Off-Balance Sheet Transactions

CONSOL Energy does not maintain off-balance sheet transactions, arrangements, obligations or other relationships with unconsolidated entities or others that are reasonably likely to have a material current or future effect on CONSOL Energy’s financial condition, changes in financial condition, revenues or expenses, results of operations, liquidity, capital expenditures or capital resources which are not disclosed in the Notes to the Unaudited Consolidated Financial Statements of this Form 10-Q. CONSOL Energy participates in various multi-employer benefit plans such as the UMWA Combined Benefit Fund and the UMWA 1992 Benefit Plan which generally accepted accounting principles recognize on a pay-as-you-go basis.

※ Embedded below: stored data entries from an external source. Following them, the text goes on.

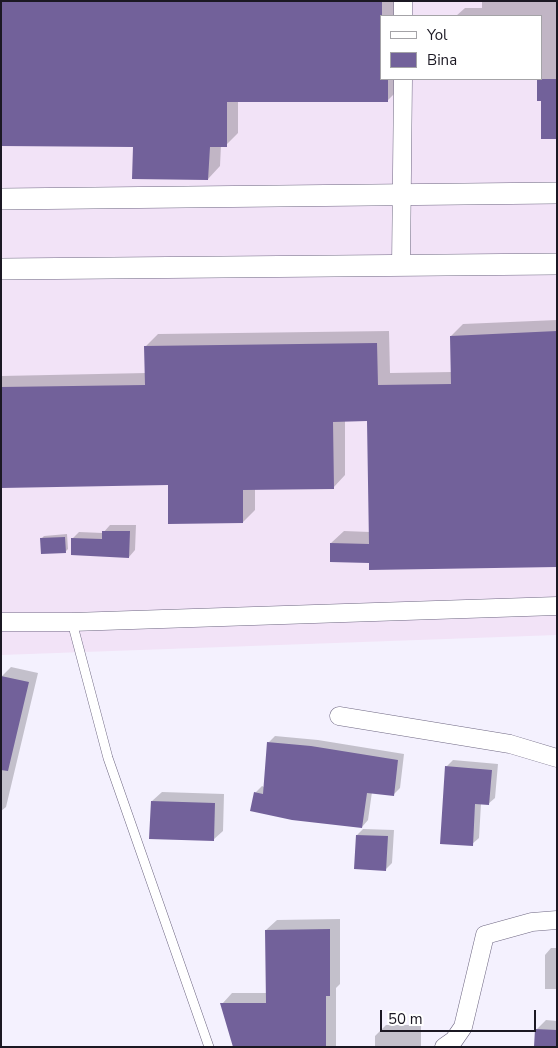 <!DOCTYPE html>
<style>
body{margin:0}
#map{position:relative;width:558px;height:1048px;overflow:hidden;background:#f4f1fe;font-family:"Nunito Sans",sans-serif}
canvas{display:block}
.frame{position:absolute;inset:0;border:2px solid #1b1823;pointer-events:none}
.legend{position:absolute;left:380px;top:15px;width:162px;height:65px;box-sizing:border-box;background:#fff;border:1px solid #a4a3a7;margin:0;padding:6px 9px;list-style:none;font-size:15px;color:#1b1823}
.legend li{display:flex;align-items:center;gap:10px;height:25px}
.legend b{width:25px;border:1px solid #a4a3a7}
.scale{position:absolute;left:380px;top:1010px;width:156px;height:22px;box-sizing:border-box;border:2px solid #1b1823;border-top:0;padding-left:6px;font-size:15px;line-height:18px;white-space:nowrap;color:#1b1823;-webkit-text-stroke:4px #fff;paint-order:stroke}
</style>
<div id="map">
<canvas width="558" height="1048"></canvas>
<div class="frame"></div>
<ul class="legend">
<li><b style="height:6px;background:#fff"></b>Yol</li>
<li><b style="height:14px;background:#72619a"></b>Bina</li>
</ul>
<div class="scale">50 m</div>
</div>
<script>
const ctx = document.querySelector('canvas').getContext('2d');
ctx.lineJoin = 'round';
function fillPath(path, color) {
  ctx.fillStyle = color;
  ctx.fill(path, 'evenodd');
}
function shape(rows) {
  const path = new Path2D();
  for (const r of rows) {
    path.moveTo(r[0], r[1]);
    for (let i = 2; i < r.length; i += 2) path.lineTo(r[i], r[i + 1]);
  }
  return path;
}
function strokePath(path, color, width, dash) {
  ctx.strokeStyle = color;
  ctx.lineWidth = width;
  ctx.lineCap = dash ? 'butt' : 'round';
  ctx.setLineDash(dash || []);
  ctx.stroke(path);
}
const industrial = shape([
 [1,1,557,1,557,635,1,655],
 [382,16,542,16,542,79,382,79]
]);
const shadow = shape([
 [1,1,400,1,400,16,382,16,382,79,400,79,400,88,387,101,238,100,238,133,226,145,221,145,220,166,208,179,134,145],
 [482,1,557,1,557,138,543,100,538,100,538,79,542,79,542,16,456,16,465,8,482,8],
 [557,320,557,566,371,562,331,543,344,531,370,532,368,420,345,420,345,475,333,488,255,489,255,510,243,522,169,484,1,487,1,376,146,373,145,347,158,334,389,331,390,373,452,372,451,336,463,324],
 [110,525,136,525,135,550,129,557,72,539,79,532,103,533],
 [67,534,68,549,65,552,41,539,44,536],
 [11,667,38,673,6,807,1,811,1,677],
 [275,736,318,740,404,754,400,788,394,794,372,792,368,820,362,827,255,793,262,786,264,787,268,743],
 [453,760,498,764,495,798,488,804,481,804,479,838,472,844,446,767],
 [162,792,224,794,223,831,213,840,152,801],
 [363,829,394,830,392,863,386,869,357,835],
 [340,919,340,984,336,988,336,1047,234,1047,222,1004,232,993,267,993,266,930,277,920],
 [551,948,557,948,557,989,545,989,545,955],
 [546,1020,557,1021,557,1047,536,1030],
 [386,1025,421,1025,421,1047,375,1047,375,1036]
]);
const building = shape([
 [1,1,382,1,382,79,388,79,388,102,227,102,227,147,210,147,208,180,132,179,133,147,1,146],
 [537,79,557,79,557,139,541,139,541,101,537,101],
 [557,331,557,567,369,570,369,563,330,562,330,543,369,544,367,421,333,422,334,489,243,490,243,523,168,524,168,485,1,488,1,387,145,385,144,346,377,343,378,385,451,384,450,336],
 [102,531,130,531,129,558,71,555,71,538,102,539],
 [65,537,66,553,41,554,40,538],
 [1,676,29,682,8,771,1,770],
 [267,742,311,746,398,760,394,796,367,793,362,828,292,820,250,811,254,792,263,794],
 [445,766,492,770,489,805,475,804,473,846,440,844],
 [151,801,215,803,214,841,149,839],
 [356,835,388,836,386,871,354,869],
 [330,929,330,996,326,996,326,1047,233,1047,220,1003,266,1003,265,930],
 [535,1029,557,1030,557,1047,534,1047]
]);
const service = shape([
 [72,622,108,758,209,1047]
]);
const minor = shape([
 [403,16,403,1],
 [401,265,403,79],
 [1,622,72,622,557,606],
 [339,716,510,744,557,758],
 [444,1047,454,1040,463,1027,485,935,532,922,557,920]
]);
const tertiary = shape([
 [1,199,557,193],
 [1,269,557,264]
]);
fillPath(industrial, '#f2e3f7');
fillPath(shadow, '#0003');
fillPath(building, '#72619a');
strokePath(service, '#6f6883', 10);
strokePath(minor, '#6f6883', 19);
strokePath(tertiary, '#6f6883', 22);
strokePath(service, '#fff', 9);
strokePath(minor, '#fff', 18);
strokePath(tertiary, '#fff', 21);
</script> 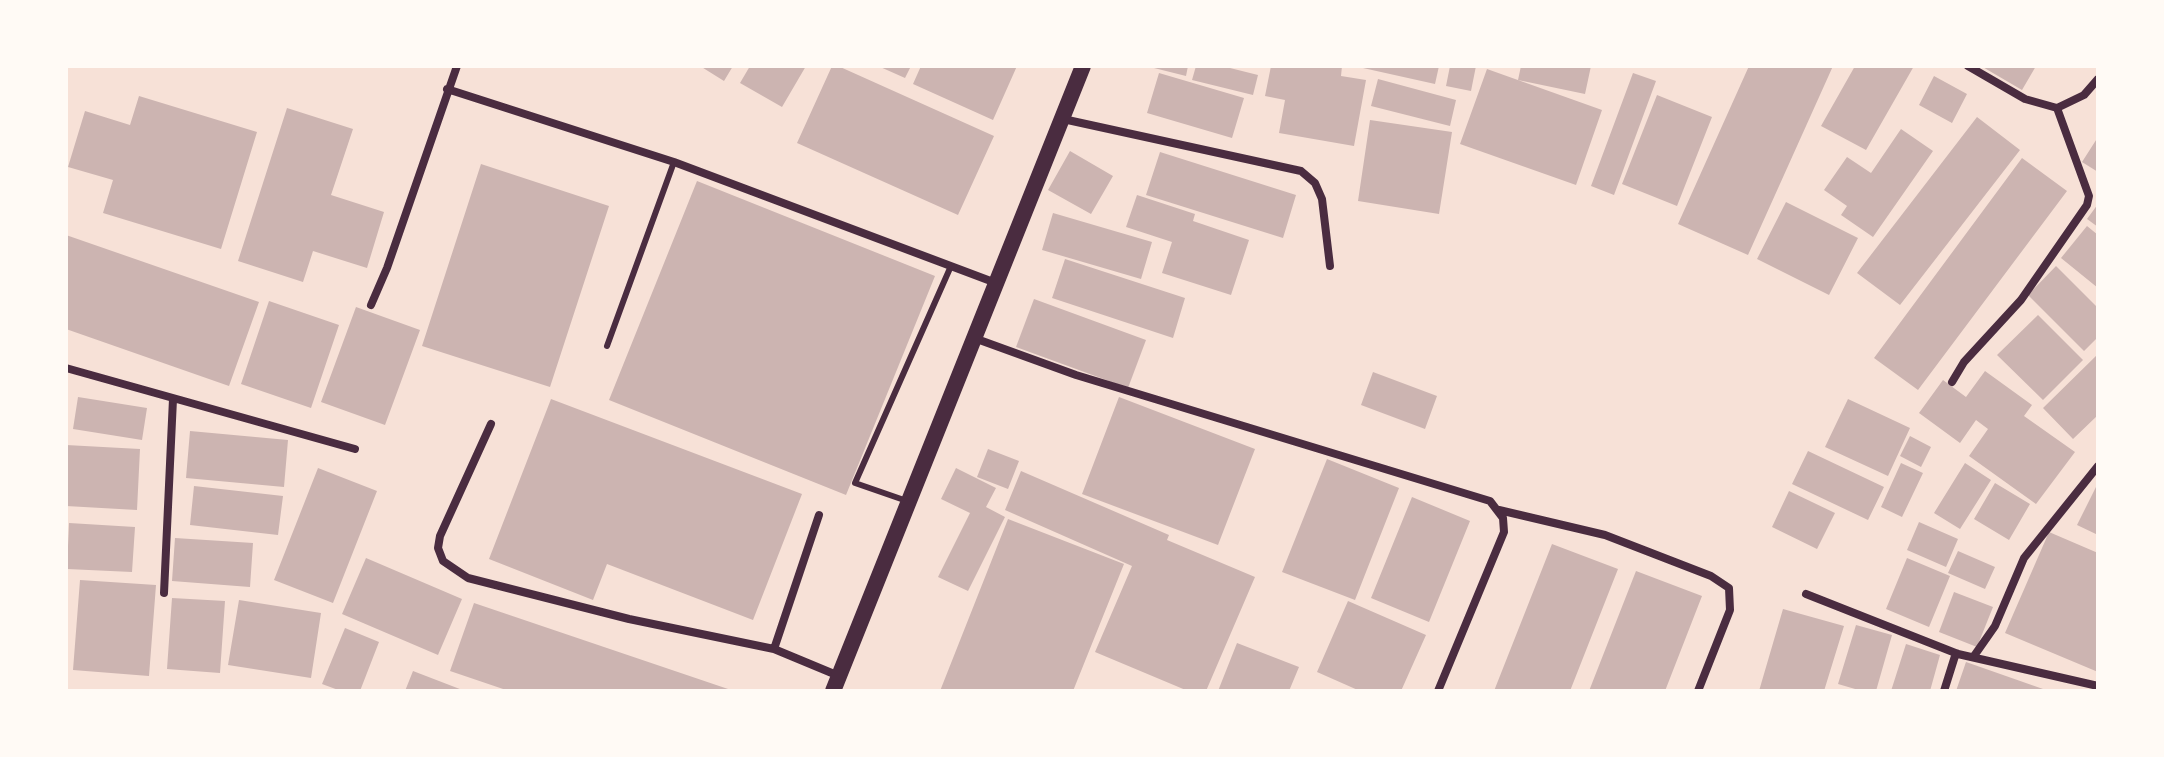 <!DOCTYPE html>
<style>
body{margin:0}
#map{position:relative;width:2164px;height:757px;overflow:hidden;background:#f7e1d7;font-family:"DM Sans",sans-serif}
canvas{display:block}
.frame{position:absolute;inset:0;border:68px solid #fffaf5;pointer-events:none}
</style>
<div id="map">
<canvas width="2164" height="757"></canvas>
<div class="frame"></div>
</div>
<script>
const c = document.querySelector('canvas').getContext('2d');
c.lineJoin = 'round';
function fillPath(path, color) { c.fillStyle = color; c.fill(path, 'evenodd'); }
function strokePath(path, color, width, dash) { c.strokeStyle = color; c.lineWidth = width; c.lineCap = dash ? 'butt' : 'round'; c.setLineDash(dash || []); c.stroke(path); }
fillPath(new Path2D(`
 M700,66H733L724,81Z
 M750,66H806L782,107L740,83Z
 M832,66H838L994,136L958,215L797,143Z
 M878,66H911L905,78Z
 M921,66H1017L993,120L913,84Z
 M1146,66H1188L1186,76Z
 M1196,66H1222L1258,75L1253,95L1192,80Z
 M1271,66H1342L1341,76L1366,80L1354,146L1279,133L1285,100L1265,96Z
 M1354,66H1439L1435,84Z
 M1450,66H1476L1471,91L1446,86Z
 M1521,66H1591L1585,94L1518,80Z
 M1749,66H1833L1748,255L1678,224Z
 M1855,66H1914L1866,150L1821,126Z
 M1981,66H2036L2022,90Z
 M1487,69L1602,110L1576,185L1460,144Z
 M1159,73L1244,98L1232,138L1147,113Z
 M1633,73L1656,81L1614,195L1591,186Z
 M1934,76L1967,94L1952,123L1919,105Z
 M1378,79L1456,100L1450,126L1371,106Z
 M1657,95L1712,117L1677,206L1622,184Z
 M139,96L257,132L221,249L103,213L113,180L68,167L85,111L130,125Z
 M287,108L353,129L331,195L384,212L367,268L313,251L303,282L238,261Z
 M1977,117L2020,150L1900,305L1857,273Z
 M1370,120L1452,132L1439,214L1358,201Z
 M1901,129L1933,151L1873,237L1841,215L1847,206L1824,190L1847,157L1871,173Z
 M2098,137V172L2082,162Z
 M1070,151L1113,176L1091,214L1048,190Z
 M1160,152L1296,195L1283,238L1146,195Z
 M2022,158L2067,191L1918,390L1874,358Z
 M481,164L609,206L550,387L422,346Z
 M697,181L935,276L846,495L609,400Z
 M1137,195L1195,214L1193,221L1249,240L1231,295L1162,273L1172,242L1126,227Z
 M1786,202L1858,238L1829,295L1757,259Z
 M2098,204V227L2087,219Z
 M1053,213L1152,242L1141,279L1042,250Z
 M2087,226L2098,235V288L2061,258Z
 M66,235L259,302L229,386L66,329Z
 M1065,259L1185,298L1173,338L1052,298Z
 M2056,266L2098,308V337L2084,351L2028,295Z
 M1034,299L1146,340L1128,388L1016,347Z
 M269,301L339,325L311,408L241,384Z
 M356,307L420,330L385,425L321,402Z
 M2038,315L2083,360L2043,400L1997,355Z
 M2098,354V415L2073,439L2043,408Z
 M1985,371L2032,405L2024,416L2075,452L2036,504L1969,456L1988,429L1976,420L1960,443L1919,413L1943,380L1966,397Z
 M1373,372L1437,396L1425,429L1361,405Z
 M78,397L147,408L142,440L73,429Z
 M1119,397L1255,449L1218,545L1082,494Z
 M551,399L802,494L753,620L607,564L593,600L489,559Z
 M1848,399L1910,428L1888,476L1825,447Z
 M190,431L288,440L284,487L186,478Z
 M1910,436L1931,447L1921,467L1900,456Z
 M66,445L140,449L137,510L66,506Z
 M988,449L1019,461L1008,489L977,477Z
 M1808,451L1884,487L1868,520L1792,484Z
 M1327,459L1399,488L1355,600L1282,572Z
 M1901,463L1923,473L1902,517L1881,507Z
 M1965,463L1991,480L1960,529L1934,513Z
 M318,468L377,491L333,603L274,580Z
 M956,468L996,488L986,507L1005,517L968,591L938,577L970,513L941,499Z
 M1021,471L1169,535L1167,540L1255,577L1206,691H1188L1095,652L1132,566L1005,510Z
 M1995,483L2030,504L2009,540L1974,519Z
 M2098,483V535L2077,525Z
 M194,486L283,496L278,535L190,525Z
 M1789,491L1835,513L1817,549L1772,527Z
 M1412,497L1470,521L1429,622L1371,598Z
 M1008,519L1124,564L1073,691H940Z
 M1919,522L1958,539L1946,567L1907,550Z
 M69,523L135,527L132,572L67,569Z
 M2049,532L2098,553V672L2005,633Z
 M175,538L253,543L250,587L172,581Z
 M1552,544L1618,569L1570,691H1494Z
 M1958,551L1995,567L1985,589L1948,573Z
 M366,558L462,599L438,655L342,614Z
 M1907,558L1950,576L1929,627L1886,609Z
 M1636,571L1702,596L1665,691H1589Z
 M80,580L156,585L149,676L73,670Z
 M1954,592L1993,607L1977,647L1939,632Z
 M172,598L225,601L220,673L167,669Z
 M239,600L321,613L311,678L228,665Z
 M1348,601L1426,635L1401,691H1360L1317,672Z
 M474,603L731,690V691H509L450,671Z
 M1783,609L1844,626L1824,691H1759Z
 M1856,625L1892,635L1876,691H1862L1838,684Z
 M345,628L379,642L360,691H341L322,684Z
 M1237,643L1299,667L1289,691H1218Z
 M1906,644L1940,655L1930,691H1891Z
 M1966,662L2043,689L2042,691H1956Z
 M413,671L465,691H405Z`), '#ccb4b1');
strokePath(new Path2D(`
 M607,346L674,162
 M907,501L855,483L951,266`), '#4a2c40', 6);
strokePath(new Path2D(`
 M1968,66L2025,99L2057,108L2084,95L2098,79
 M447,89L674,162L996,283
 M1063,119L1301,171L1315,183L1322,199L1330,266
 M371,305L387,268L457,66
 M974,338L1076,375L1490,501L1503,518L1504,532L1438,691
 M66,368L355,449
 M1952,382L1964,362L2021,300L2087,205L2089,196L2057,108
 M491,424L440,536L438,548L443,561L468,578L629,619L774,649L839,676
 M1499,510L1605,535L1711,576L1729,588L1730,610L1698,691
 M164,593L173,399
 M1806,594L1958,654L2098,686
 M774,649L819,515
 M1974,656L1995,626L2024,558L2098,466
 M1944,691L1955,656L1958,654`), '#4a2c40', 8);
strokePath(new Path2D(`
 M833,691L1083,66`), '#4a2c40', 16);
</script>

These benefit arrangements may result in additional liabilities that are not recognized on the balance sheet at June 30, 2016. The various multi-employer benefit plans are discussed in Note 18—Other Employee Benefit Plans in the Notes to the Audited Consolidated Financial Statements in Item 8 of the December 31, 2015 Form 10-K. CONSOL Energy also uses a combination of surety bonds, corporate guarantees and letters of credit to secure the Company's financial obligations for employee-related, environmental, performance and various other items which are not reflected on the consolidated balance sheet at June 30, 2016. Management believes these items will expire without being funded. See Note 13—Commitments and Contingent Liabilities in the Notes to the Unaudited Consolidated Financial Statements included in Item 1 of this Form 10-Q for additional details of the various financial guarantees that have been issued by CONSOL Energy.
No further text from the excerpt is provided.